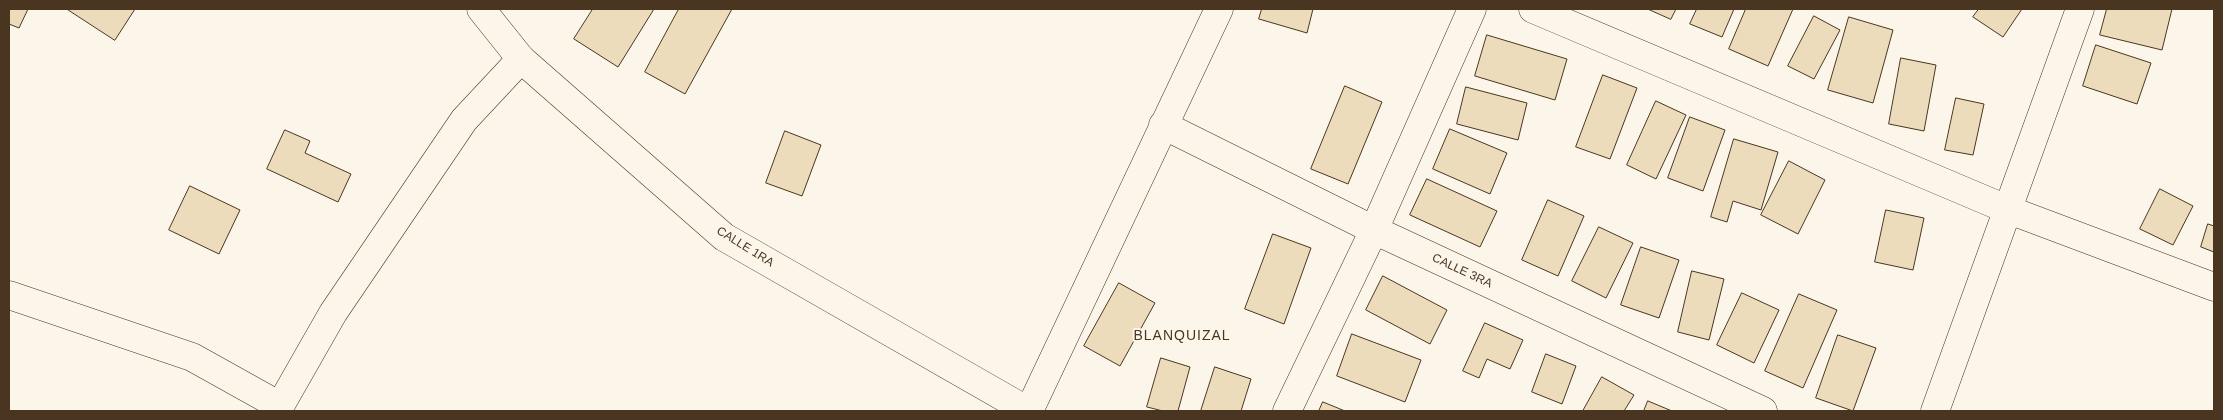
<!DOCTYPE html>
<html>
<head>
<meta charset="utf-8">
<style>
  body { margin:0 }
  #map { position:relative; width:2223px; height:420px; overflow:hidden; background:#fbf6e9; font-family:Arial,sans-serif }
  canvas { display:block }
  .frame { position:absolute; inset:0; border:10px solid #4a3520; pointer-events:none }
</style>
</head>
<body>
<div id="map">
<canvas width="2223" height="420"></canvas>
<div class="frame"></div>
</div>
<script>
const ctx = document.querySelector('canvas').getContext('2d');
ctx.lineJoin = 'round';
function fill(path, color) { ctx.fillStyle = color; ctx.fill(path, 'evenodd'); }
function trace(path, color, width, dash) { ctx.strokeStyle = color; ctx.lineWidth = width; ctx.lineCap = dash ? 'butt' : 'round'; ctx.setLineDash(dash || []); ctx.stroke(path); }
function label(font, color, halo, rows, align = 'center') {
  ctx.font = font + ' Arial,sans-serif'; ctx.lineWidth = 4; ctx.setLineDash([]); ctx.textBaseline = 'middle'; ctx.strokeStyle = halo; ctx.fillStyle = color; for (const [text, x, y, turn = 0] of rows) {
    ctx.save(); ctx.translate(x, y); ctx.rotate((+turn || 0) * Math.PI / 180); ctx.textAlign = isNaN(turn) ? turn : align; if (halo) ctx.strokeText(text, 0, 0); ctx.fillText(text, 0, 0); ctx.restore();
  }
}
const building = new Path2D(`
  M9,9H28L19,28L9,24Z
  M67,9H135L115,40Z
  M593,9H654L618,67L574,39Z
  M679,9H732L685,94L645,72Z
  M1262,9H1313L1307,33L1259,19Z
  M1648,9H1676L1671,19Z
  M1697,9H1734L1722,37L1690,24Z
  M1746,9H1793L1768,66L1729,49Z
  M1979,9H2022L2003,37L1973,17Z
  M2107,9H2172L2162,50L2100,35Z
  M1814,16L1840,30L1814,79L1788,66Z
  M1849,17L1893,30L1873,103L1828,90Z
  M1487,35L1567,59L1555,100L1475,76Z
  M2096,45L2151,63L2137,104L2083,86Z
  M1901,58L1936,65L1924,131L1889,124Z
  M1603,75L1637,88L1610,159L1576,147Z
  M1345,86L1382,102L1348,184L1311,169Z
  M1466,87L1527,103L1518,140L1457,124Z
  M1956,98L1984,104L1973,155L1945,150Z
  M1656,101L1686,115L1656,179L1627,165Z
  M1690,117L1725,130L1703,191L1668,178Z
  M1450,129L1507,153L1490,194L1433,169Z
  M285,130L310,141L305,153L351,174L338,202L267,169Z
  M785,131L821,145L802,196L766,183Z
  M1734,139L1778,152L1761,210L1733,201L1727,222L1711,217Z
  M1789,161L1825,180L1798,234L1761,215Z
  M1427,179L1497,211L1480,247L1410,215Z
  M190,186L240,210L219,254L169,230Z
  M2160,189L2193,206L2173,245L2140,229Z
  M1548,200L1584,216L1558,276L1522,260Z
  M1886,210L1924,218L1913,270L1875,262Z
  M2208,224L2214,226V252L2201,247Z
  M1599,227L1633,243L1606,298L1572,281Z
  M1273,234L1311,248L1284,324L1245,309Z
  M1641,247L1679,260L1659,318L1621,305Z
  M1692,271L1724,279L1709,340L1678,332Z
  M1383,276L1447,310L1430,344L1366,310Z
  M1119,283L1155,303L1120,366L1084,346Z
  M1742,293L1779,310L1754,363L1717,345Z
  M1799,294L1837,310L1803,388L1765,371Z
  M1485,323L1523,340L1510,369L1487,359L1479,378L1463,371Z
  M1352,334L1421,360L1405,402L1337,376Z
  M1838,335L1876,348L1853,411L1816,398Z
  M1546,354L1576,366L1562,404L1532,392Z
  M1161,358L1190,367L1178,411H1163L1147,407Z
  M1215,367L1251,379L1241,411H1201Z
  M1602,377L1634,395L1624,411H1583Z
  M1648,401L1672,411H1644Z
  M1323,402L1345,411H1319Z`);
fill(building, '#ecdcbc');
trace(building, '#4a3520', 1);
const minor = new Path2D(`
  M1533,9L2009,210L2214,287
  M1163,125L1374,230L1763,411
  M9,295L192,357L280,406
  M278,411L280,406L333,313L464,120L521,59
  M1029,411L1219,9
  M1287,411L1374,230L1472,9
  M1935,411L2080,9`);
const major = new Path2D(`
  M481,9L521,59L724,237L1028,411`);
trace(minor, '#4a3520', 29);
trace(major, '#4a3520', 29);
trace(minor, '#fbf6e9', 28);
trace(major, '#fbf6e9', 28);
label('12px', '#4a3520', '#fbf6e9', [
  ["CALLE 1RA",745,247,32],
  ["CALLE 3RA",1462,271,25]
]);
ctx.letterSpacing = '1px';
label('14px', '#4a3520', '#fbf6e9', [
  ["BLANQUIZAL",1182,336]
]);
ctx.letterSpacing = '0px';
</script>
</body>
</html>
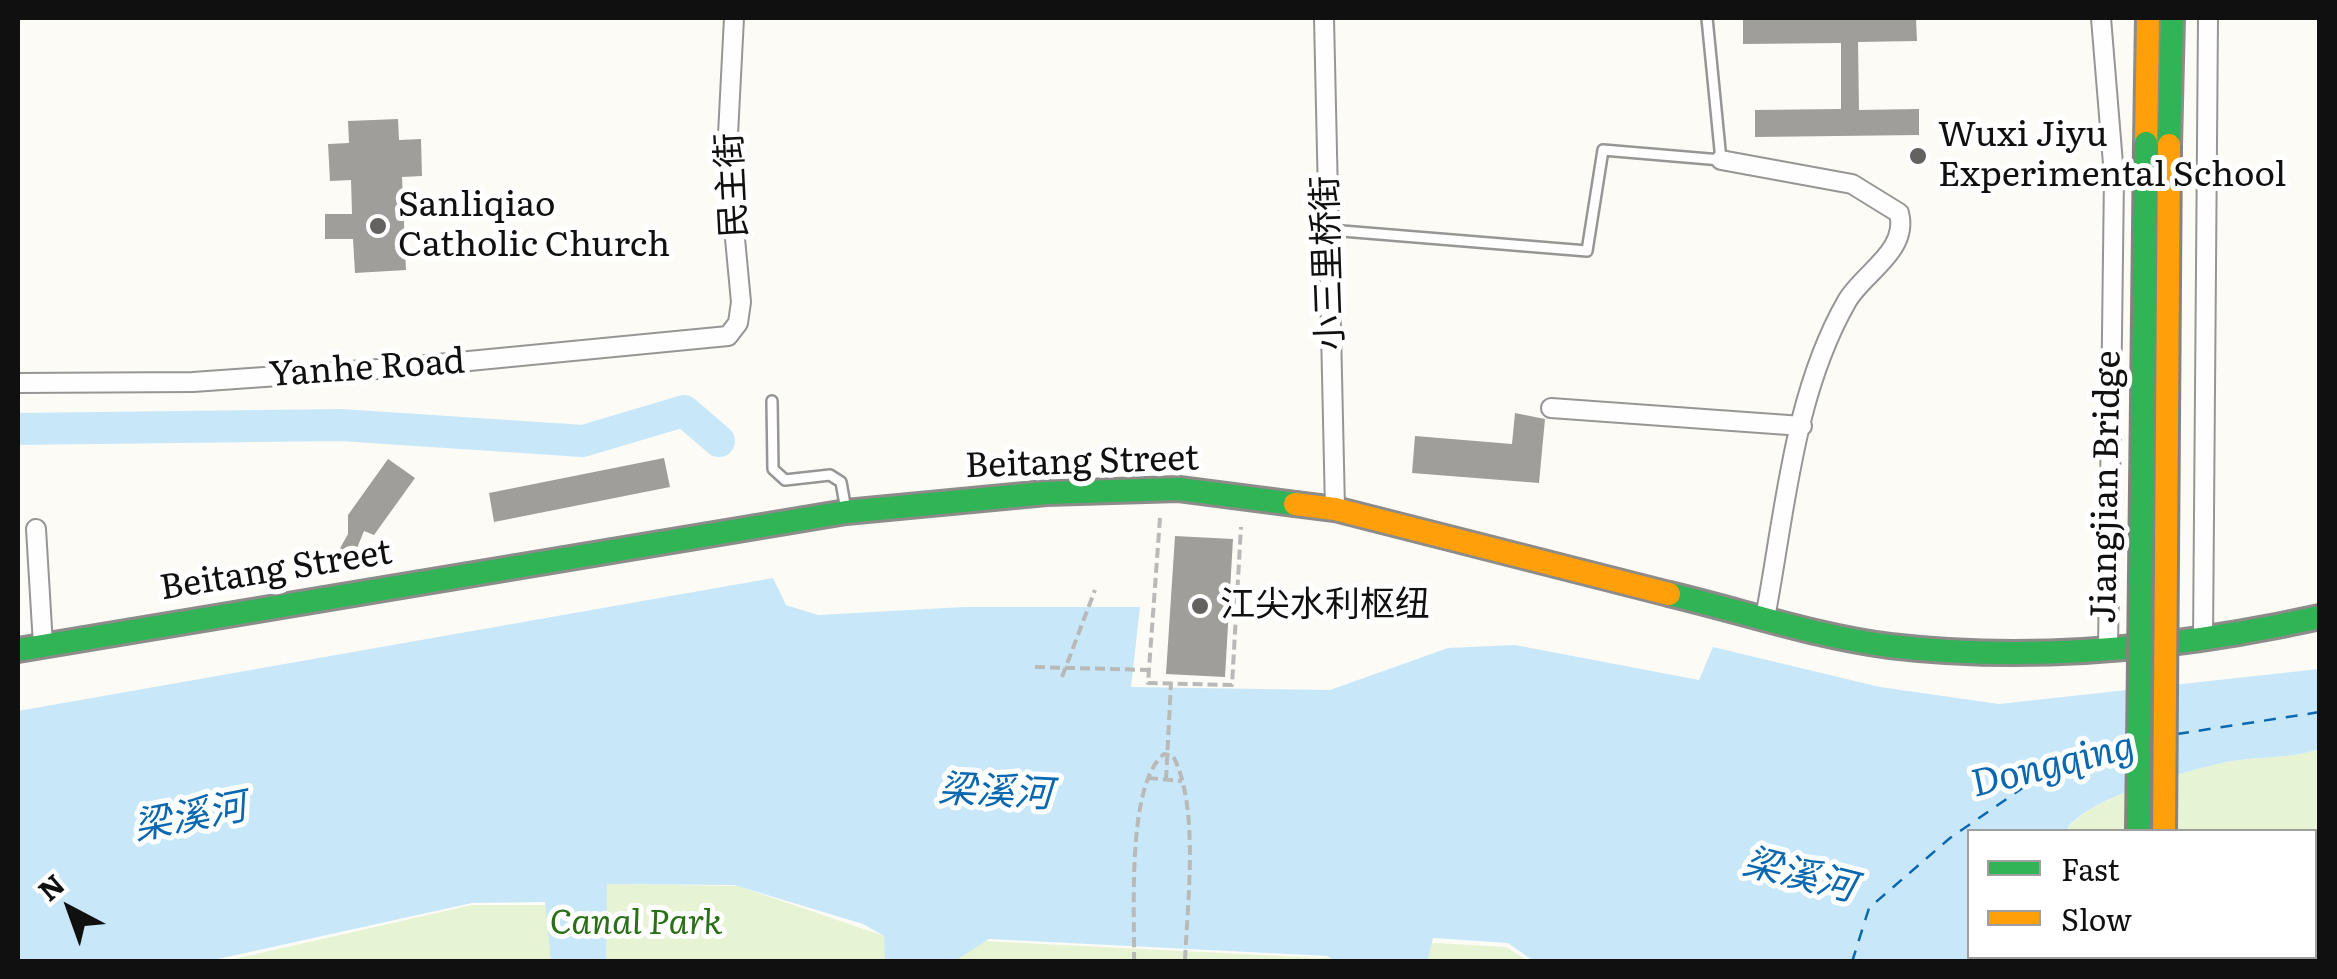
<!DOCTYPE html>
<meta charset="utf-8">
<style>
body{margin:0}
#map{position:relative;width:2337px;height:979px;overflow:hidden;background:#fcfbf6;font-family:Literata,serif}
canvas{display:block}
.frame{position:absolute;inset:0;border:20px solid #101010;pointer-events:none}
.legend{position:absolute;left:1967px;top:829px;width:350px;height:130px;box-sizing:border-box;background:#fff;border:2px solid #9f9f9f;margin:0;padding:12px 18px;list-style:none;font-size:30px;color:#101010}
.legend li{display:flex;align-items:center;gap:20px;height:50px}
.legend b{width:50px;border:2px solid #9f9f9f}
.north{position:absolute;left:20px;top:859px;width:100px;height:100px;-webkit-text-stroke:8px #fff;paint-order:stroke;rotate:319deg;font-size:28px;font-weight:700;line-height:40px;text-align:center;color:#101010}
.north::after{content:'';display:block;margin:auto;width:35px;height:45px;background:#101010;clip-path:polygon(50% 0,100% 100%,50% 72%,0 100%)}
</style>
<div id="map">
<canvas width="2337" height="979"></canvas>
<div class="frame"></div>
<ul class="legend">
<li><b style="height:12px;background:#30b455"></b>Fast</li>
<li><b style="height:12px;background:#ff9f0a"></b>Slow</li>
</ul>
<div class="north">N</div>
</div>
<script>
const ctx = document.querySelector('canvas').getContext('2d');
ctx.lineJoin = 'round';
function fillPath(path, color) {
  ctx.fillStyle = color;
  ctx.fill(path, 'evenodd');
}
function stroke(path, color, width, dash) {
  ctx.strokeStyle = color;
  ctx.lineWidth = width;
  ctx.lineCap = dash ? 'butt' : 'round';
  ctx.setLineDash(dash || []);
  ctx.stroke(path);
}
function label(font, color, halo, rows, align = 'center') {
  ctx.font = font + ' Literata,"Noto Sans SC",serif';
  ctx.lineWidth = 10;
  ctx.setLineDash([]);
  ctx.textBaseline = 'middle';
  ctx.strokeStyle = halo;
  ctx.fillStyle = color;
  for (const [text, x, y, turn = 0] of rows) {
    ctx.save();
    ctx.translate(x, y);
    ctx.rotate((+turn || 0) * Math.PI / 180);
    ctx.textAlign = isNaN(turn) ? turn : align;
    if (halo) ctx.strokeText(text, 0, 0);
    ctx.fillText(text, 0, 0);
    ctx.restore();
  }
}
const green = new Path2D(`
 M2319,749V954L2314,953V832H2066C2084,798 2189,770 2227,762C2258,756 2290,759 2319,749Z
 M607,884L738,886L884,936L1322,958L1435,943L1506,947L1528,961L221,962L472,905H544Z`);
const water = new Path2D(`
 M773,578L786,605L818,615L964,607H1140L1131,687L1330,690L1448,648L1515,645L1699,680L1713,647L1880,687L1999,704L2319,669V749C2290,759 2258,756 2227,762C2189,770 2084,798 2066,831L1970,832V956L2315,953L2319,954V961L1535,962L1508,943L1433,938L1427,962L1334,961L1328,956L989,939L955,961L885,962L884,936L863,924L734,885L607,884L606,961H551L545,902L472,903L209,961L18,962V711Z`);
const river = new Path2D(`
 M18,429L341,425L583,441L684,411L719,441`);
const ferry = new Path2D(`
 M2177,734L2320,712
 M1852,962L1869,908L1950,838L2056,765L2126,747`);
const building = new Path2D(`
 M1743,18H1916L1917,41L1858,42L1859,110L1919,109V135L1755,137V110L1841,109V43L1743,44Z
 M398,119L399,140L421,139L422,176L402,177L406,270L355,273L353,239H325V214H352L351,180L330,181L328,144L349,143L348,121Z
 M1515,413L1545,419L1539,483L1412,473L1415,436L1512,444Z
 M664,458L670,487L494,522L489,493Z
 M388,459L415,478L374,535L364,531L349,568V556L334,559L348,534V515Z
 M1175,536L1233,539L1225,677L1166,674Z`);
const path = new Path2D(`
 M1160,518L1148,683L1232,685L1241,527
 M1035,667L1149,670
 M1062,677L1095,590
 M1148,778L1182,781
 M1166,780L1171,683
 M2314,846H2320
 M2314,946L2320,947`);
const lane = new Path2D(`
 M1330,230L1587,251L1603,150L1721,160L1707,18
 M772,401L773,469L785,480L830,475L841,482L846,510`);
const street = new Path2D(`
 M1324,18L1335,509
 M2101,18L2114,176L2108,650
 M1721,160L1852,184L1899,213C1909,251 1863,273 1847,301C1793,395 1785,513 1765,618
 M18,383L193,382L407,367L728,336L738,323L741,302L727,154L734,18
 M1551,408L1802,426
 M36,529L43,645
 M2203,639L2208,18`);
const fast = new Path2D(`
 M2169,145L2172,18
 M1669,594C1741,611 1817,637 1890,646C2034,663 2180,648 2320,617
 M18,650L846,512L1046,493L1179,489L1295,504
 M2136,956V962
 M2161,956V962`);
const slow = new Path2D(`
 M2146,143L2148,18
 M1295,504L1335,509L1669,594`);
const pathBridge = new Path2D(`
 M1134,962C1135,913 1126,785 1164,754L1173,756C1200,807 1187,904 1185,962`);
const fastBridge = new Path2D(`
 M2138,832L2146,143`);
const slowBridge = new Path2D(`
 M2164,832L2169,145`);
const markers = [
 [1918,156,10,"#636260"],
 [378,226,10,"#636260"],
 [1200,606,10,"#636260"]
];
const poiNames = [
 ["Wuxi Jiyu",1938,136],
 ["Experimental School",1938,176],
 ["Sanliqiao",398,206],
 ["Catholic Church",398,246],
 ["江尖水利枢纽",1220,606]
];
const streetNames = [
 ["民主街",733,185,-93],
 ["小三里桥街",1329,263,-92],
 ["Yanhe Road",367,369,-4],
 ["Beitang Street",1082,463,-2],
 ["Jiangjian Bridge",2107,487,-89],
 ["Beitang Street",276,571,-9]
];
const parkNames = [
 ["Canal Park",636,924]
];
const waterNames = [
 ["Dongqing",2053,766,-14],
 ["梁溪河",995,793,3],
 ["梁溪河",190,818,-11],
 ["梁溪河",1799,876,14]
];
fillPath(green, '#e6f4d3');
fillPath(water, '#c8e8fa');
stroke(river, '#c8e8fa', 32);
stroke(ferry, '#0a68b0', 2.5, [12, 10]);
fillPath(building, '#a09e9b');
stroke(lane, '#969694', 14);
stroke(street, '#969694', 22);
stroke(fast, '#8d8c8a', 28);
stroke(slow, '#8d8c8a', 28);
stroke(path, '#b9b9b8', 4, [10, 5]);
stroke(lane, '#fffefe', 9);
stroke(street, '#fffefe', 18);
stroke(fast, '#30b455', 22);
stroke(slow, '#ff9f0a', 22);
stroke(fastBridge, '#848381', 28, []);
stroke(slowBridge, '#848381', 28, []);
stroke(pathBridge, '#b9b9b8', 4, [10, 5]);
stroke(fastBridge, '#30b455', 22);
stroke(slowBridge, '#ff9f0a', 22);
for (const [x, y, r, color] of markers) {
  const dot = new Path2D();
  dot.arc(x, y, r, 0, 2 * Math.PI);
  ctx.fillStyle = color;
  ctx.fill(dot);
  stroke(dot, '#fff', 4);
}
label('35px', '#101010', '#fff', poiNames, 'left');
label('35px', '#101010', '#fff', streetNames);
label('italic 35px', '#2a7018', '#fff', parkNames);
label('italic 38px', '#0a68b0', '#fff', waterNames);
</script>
::::::
Task statement:
Please copy, exactly as written, every line in the listing above from the line with "position:absolute; inset:0; border:10px" up to and including the line with "M1648,9H1676L1671,19Z".

Written solution:
  .frame { position:absolute; inset:0; border:10px solid #4a3520; pointer-events:none }
</style>
</head>
<body>
<div id="map">
<canvas width="2223" height="420"></canvas>
<div class="frame"></div>
</div>
<script>
const ctx = document.querySelector('canvas').getContext('2d');
ctx.lineJoin = 'round';
function fill(path, color) { ctx.fillStyle = color; ctx.fill(path, 'evenodd'); }
function trace(path, color, width, dash) { ctx.strokeStyle = color; ctx.lineWidth = width; ctx.lineCap = dash ? 'butt' : 'round'; ctx.setLineDash(dash || []); ctx.stroke(path); }
function label(font, color, halo, rows, align = 'center') {
  ctx.font = font + ' Arial,sans-serif'; ctx.lineWidth = 4; ctx.setLineDash([]); ctx.textBaseline = 'middle'; ctx.strokeStyle = halo; ctx.fillStyle = color; for (const [text, x, y, turn = 0] of rows) {
    ctx.save(); ctx.translate(x, y); ctx.rotate((+turn || 0) * Math.PI / 180); ctx.textAlign = isNaN(turn) ? turn : align; if (halo) ctx.strokeText(text, 0, 0); ctx.fillText(text, 0, 0); ctx.restore();
  }
}
const building = new Path2D(`
  M9,9H28L19,28L9,24Z
  M67,9H135L115,40Z
  M593,9H654L618,67L574,39Z
  M679,9H732L685,94L645,72Z
  M1262,9H1313L1307,33L1259,19Z
  M1648,9H1676L1671,19Z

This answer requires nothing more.